== Data records

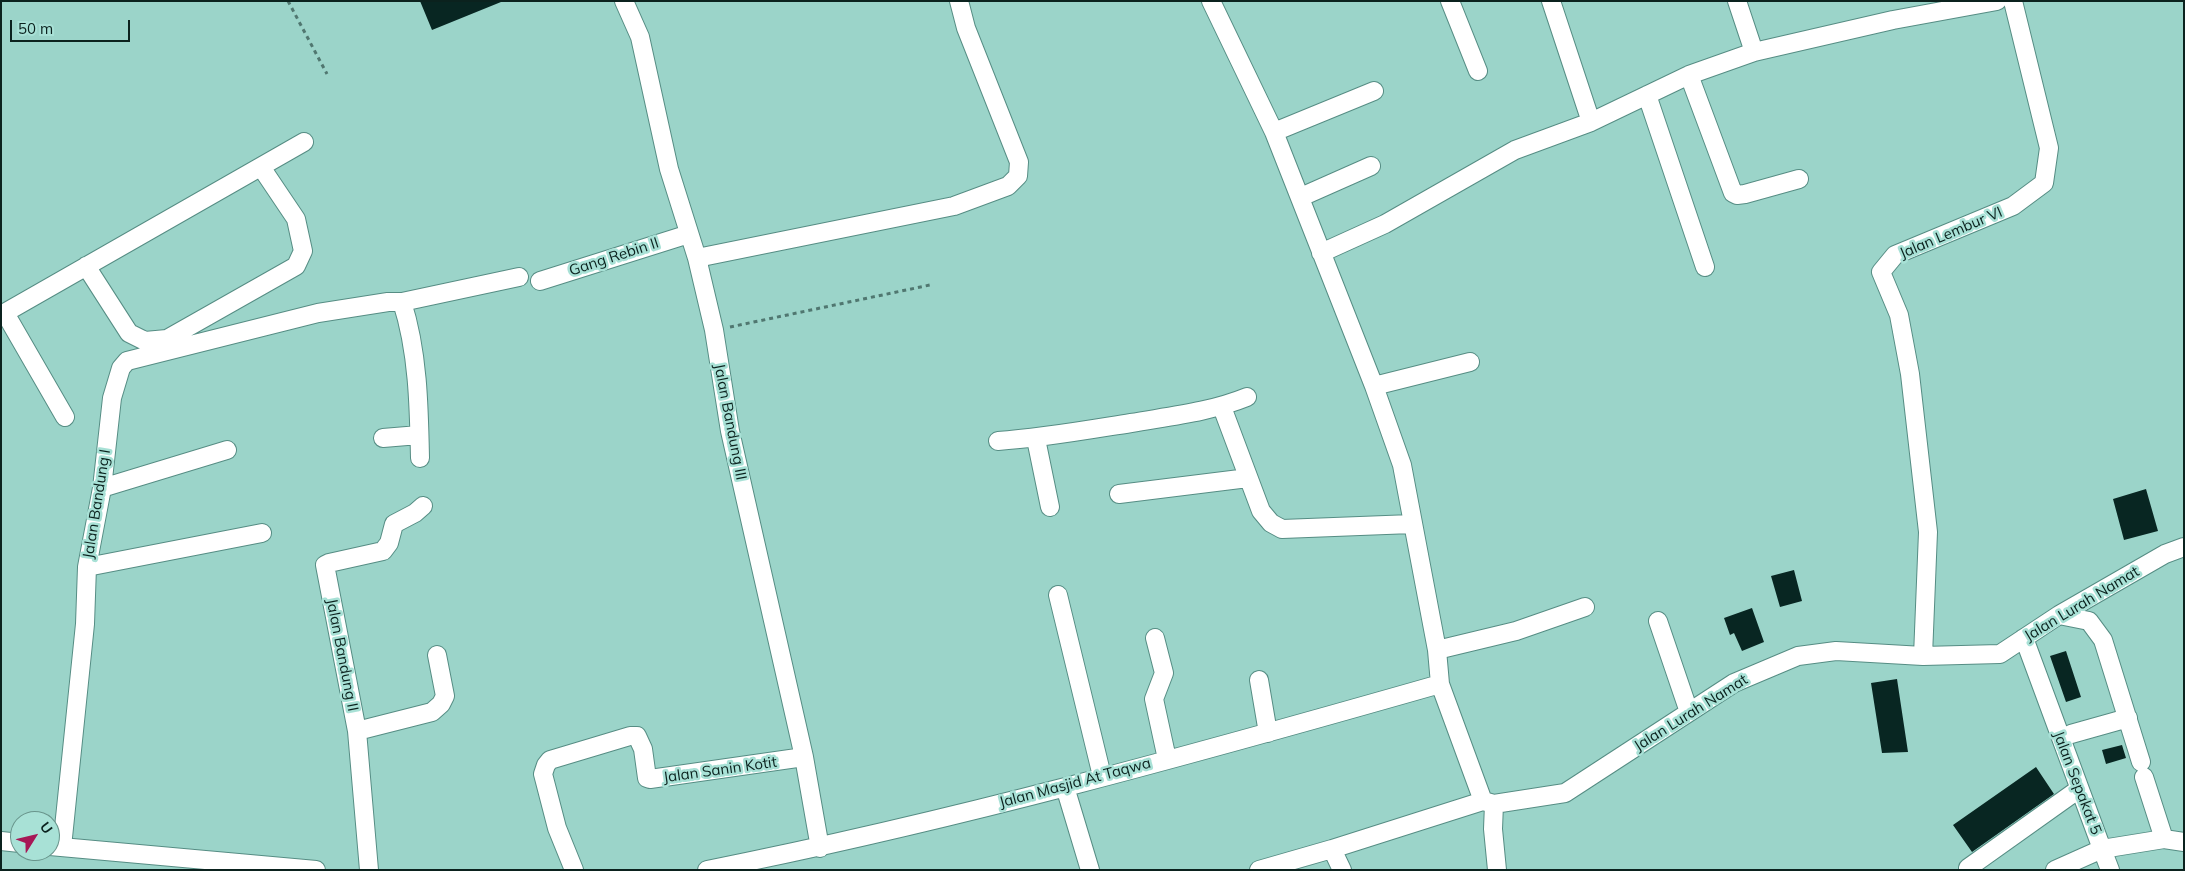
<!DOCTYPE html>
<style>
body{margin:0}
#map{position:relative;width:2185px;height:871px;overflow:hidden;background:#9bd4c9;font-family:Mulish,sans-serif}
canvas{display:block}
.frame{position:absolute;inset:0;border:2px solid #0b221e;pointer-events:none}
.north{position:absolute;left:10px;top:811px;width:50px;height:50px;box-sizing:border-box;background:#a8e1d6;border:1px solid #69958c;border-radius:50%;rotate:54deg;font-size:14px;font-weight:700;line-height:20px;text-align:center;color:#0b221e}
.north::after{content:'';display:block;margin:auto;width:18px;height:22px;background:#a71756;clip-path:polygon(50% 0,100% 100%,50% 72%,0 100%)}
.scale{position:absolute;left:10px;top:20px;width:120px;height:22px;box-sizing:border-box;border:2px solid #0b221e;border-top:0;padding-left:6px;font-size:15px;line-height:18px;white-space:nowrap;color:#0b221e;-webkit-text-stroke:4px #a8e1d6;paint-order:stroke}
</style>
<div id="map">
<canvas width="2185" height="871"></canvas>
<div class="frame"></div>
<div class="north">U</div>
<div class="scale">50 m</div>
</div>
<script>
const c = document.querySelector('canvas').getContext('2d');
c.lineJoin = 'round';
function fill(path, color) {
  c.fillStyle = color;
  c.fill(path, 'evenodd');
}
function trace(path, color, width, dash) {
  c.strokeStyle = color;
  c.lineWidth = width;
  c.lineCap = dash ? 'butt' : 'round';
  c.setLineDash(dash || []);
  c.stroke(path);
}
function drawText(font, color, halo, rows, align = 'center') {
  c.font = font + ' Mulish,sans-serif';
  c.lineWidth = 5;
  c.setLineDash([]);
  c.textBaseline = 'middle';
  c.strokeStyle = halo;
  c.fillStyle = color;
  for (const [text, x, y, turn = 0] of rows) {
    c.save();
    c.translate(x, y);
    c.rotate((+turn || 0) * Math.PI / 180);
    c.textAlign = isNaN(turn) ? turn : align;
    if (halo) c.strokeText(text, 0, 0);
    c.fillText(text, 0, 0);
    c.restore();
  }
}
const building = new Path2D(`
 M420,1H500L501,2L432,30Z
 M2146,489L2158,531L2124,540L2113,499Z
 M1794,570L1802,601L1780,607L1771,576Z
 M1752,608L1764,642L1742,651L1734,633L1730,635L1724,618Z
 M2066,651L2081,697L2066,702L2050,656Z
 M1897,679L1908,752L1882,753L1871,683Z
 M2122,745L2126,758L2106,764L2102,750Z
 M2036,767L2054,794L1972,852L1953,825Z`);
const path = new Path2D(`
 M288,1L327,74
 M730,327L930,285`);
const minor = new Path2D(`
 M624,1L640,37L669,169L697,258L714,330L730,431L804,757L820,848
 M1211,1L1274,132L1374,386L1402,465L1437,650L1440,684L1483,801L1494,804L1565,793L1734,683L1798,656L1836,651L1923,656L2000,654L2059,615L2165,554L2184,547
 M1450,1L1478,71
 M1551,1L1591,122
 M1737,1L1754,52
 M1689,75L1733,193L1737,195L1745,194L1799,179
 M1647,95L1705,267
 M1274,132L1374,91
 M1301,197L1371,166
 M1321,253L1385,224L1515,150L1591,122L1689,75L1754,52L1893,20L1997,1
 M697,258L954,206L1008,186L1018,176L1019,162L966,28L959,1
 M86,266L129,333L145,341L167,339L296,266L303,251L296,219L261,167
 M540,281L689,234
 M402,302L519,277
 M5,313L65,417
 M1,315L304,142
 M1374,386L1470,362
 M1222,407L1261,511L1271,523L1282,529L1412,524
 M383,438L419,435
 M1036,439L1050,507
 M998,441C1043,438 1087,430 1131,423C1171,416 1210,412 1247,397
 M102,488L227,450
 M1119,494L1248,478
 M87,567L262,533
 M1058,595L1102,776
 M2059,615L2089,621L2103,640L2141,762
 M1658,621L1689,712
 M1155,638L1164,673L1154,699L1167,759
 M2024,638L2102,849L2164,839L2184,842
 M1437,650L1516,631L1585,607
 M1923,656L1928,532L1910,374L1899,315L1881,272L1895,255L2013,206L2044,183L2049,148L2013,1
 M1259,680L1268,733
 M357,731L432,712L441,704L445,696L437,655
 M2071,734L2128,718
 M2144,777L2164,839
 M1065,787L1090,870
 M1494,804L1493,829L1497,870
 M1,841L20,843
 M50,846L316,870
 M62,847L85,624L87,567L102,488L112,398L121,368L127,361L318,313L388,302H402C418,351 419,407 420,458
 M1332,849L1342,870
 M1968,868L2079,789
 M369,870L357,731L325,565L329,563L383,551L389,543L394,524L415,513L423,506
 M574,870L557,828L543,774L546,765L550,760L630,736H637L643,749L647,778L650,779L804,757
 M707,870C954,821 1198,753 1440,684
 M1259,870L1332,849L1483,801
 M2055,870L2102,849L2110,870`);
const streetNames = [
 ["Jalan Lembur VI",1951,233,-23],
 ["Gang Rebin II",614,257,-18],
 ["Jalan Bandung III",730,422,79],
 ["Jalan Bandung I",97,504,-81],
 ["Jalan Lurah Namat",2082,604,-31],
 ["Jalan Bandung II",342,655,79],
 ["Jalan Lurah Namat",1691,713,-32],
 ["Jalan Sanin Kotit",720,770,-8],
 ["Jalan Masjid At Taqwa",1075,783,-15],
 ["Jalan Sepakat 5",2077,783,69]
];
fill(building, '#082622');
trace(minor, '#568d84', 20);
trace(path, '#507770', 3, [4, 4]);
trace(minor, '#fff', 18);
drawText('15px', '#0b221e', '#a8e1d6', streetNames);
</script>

====
== Data records

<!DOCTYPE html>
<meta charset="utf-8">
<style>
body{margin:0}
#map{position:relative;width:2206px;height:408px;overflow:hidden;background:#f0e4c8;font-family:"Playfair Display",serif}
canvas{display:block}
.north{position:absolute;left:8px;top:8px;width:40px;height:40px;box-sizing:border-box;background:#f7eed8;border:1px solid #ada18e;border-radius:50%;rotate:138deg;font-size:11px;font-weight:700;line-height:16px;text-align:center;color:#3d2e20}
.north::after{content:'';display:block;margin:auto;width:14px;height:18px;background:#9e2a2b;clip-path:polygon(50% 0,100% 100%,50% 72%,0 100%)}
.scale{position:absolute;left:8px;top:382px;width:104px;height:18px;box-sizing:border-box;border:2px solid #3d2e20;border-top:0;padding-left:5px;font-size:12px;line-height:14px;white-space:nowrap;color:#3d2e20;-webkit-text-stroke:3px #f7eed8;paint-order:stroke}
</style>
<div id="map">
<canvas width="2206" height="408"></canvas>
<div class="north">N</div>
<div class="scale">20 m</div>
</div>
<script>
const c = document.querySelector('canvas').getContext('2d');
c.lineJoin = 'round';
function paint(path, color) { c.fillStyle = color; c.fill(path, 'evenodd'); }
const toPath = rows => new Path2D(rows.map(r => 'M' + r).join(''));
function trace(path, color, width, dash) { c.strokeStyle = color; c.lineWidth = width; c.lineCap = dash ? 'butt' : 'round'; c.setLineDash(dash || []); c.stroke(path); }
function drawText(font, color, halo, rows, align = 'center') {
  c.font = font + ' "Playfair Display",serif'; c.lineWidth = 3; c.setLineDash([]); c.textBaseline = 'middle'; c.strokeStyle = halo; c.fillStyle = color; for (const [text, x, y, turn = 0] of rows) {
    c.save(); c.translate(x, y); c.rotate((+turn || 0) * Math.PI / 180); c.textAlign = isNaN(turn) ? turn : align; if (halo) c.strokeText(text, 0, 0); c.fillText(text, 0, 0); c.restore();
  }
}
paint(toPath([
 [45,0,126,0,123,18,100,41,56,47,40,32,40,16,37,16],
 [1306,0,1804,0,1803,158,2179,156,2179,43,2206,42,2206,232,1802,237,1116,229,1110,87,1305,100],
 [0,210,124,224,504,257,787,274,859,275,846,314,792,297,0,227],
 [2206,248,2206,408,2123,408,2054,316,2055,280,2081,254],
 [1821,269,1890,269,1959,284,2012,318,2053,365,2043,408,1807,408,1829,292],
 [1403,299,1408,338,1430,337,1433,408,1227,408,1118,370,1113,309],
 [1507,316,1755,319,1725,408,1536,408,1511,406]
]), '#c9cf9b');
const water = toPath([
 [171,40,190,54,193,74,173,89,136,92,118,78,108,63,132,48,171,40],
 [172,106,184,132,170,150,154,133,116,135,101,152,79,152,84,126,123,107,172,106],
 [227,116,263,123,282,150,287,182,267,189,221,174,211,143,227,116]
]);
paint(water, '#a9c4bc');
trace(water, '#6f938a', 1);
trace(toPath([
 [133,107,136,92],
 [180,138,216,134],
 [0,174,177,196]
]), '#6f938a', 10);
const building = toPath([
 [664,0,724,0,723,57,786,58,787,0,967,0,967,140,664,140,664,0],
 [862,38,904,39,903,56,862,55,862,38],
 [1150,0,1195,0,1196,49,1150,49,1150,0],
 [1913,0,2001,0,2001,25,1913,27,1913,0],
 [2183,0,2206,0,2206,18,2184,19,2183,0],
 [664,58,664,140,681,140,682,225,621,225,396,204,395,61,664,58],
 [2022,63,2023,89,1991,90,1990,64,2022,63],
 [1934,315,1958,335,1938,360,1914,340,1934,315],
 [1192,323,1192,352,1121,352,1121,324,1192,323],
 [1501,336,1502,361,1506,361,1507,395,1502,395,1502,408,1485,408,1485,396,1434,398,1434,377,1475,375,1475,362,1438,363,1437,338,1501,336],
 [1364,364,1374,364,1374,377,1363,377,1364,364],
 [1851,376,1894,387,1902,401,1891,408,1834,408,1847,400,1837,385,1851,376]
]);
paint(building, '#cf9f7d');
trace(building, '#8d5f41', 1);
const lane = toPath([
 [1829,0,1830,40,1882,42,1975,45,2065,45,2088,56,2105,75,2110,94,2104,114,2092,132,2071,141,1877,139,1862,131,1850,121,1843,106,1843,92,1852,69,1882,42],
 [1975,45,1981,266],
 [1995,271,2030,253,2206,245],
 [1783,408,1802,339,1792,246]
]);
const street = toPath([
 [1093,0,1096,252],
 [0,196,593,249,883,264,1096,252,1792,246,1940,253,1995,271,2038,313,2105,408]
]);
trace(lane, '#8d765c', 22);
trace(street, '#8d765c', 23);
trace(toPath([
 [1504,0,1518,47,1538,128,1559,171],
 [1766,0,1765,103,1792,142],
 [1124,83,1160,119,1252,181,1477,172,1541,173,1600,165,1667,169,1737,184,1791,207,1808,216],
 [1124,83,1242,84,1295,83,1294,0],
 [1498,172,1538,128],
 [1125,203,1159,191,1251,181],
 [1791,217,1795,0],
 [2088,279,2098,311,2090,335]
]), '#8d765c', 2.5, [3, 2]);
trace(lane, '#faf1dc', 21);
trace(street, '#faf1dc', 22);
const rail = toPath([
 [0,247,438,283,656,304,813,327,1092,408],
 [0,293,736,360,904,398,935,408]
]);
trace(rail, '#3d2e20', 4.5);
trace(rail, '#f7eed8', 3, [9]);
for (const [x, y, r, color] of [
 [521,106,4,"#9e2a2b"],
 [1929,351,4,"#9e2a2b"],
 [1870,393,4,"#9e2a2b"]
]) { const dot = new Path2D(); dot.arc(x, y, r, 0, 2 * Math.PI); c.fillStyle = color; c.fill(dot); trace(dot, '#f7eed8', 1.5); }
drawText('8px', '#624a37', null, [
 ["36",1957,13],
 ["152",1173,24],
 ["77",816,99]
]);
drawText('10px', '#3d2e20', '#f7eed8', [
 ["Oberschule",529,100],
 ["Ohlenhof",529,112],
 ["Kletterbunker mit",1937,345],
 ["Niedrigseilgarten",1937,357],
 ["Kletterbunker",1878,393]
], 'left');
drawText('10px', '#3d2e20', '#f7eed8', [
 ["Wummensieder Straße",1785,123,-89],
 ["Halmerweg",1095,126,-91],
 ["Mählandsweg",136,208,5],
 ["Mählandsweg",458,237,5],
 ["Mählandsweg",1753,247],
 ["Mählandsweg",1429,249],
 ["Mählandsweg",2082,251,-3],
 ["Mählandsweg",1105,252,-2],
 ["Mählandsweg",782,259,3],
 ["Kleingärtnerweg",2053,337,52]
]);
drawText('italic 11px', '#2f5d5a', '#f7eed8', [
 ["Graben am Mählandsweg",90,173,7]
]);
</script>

====
== Data records

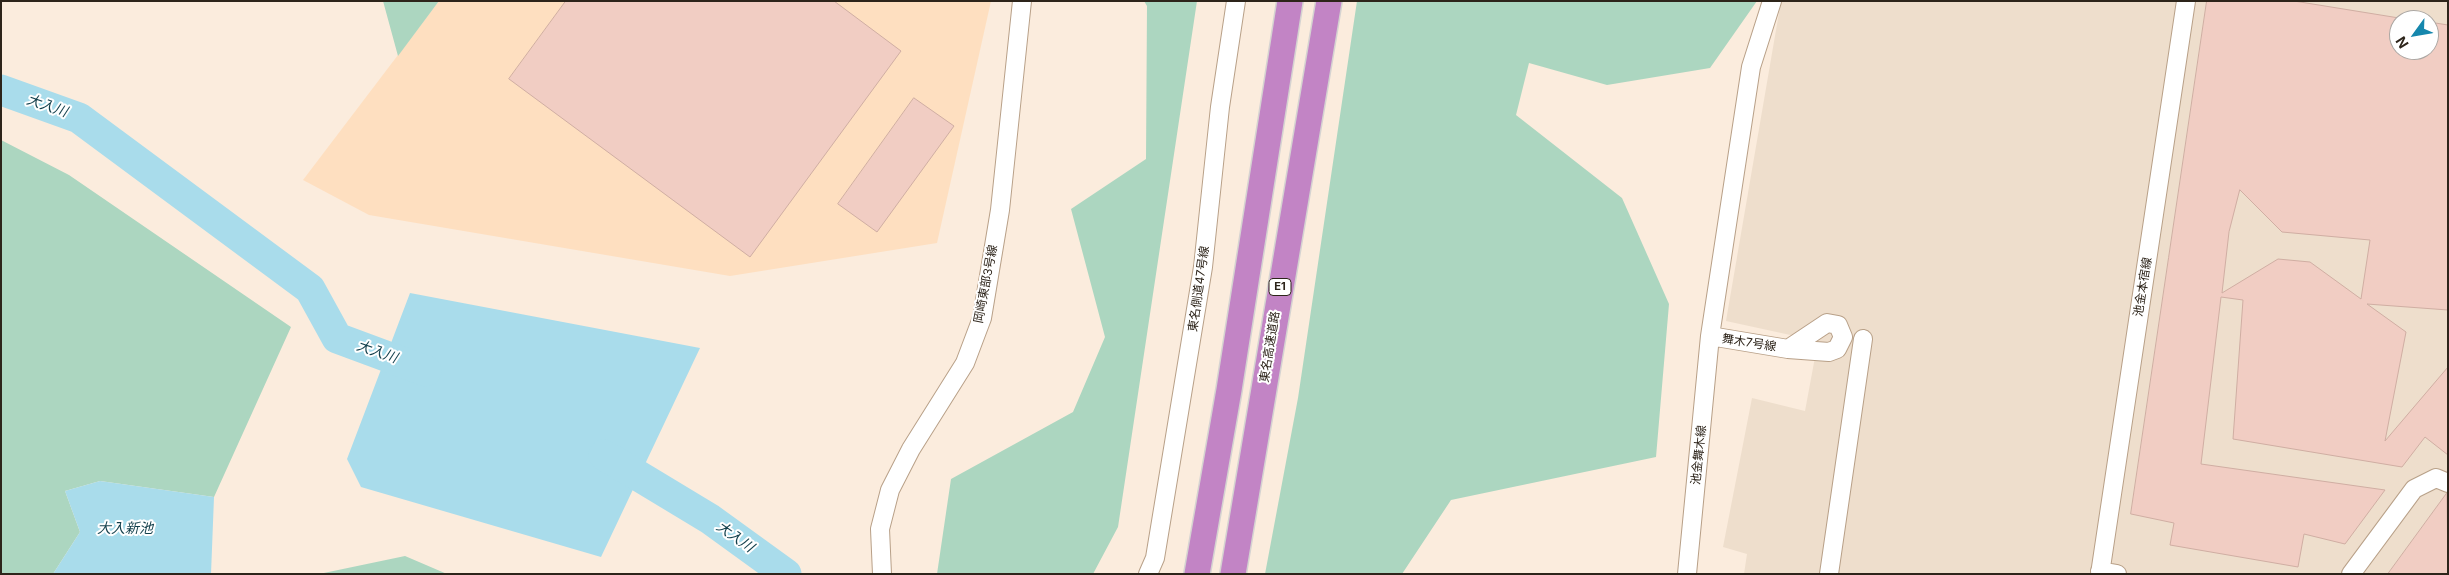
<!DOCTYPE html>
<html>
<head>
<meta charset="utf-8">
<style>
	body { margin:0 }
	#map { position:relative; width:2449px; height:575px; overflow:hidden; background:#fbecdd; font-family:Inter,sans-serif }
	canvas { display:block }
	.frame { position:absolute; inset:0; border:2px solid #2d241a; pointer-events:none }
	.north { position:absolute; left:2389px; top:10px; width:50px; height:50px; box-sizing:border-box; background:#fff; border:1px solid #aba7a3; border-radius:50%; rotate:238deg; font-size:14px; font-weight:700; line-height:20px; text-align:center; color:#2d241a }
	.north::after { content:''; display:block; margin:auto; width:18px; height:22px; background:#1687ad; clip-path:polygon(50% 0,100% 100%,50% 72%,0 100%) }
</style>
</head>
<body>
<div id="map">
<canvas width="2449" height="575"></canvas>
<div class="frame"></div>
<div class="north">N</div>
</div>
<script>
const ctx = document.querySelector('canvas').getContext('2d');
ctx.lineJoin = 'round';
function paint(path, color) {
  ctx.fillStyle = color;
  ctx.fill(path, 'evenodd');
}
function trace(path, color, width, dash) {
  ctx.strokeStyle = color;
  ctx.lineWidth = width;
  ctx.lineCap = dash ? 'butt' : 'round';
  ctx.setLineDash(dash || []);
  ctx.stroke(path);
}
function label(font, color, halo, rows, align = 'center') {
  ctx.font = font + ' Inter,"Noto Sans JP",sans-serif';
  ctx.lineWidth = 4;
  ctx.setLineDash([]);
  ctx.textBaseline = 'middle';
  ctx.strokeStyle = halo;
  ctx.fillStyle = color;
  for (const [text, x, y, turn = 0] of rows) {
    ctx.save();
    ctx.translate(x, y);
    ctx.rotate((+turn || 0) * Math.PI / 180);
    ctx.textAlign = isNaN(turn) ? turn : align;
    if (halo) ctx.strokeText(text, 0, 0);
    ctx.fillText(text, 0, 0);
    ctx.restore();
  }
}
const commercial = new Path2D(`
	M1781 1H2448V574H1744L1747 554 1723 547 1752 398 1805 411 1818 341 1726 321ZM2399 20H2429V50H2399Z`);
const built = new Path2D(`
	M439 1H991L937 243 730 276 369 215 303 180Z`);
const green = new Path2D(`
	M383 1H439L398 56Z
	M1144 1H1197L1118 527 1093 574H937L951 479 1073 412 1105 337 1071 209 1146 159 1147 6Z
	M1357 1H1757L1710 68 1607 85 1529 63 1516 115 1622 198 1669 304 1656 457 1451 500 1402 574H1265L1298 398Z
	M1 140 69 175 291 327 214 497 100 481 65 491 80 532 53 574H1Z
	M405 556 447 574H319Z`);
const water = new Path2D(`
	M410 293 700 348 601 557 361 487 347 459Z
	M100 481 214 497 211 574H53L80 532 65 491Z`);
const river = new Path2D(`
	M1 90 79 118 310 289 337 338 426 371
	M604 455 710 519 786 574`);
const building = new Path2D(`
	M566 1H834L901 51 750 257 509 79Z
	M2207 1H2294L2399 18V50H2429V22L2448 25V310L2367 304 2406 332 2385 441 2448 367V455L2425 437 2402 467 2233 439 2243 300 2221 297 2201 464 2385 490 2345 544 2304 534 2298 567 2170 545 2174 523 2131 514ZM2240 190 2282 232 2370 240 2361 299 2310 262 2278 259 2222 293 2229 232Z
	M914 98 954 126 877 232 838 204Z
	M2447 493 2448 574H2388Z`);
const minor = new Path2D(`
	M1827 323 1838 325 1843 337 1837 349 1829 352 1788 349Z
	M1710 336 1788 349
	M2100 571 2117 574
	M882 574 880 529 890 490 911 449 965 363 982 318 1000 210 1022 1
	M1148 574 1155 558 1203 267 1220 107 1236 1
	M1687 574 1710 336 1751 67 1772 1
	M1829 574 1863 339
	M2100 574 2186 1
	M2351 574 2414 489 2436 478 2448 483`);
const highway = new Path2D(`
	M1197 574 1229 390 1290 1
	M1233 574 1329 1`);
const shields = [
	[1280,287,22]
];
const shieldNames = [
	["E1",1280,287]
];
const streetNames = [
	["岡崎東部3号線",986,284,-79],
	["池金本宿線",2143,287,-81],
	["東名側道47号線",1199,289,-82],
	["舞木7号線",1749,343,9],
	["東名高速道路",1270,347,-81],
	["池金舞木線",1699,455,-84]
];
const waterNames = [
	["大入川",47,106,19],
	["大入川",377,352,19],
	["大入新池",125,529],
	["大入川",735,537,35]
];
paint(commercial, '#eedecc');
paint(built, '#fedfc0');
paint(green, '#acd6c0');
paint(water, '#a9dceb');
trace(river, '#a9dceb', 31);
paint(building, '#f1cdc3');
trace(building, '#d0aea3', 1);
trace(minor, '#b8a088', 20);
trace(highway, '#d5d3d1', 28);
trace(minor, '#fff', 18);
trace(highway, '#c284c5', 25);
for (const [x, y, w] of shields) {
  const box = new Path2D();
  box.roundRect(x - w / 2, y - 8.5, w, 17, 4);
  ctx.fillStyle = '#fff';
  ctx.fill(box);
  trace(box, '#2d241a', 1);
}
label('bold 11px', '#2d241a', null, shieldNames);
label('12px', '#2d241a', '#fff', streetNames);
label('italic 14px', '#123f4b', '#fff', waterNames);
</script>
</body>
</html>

====

**Directions for this task:** Above are the records; repeat exactly the lines from the one holding "ctx.setLineDash(dash || []);" down to the one holding "ctx.translate(x, y);", end lines included.

**Solution:**
  ctx.setLineDash(dash || []);
  ctx.stroke(path);
}
function label(font, color, halo, rows, align = 'center') {
  ctx.font = font + ' Inter,"Noto Sans JP",sans-serif';
  ctx.lineWidth = 4;
  ctx.setLineDash([]);
  ctx.textBaseline = 'middle';
  ctx.strokeStyle = halo;
  ctx.fillStyle = color;
  for (const [text, x, y, turn = 0] of rows) {
    ctx.save();
    ctx.translate(x, y);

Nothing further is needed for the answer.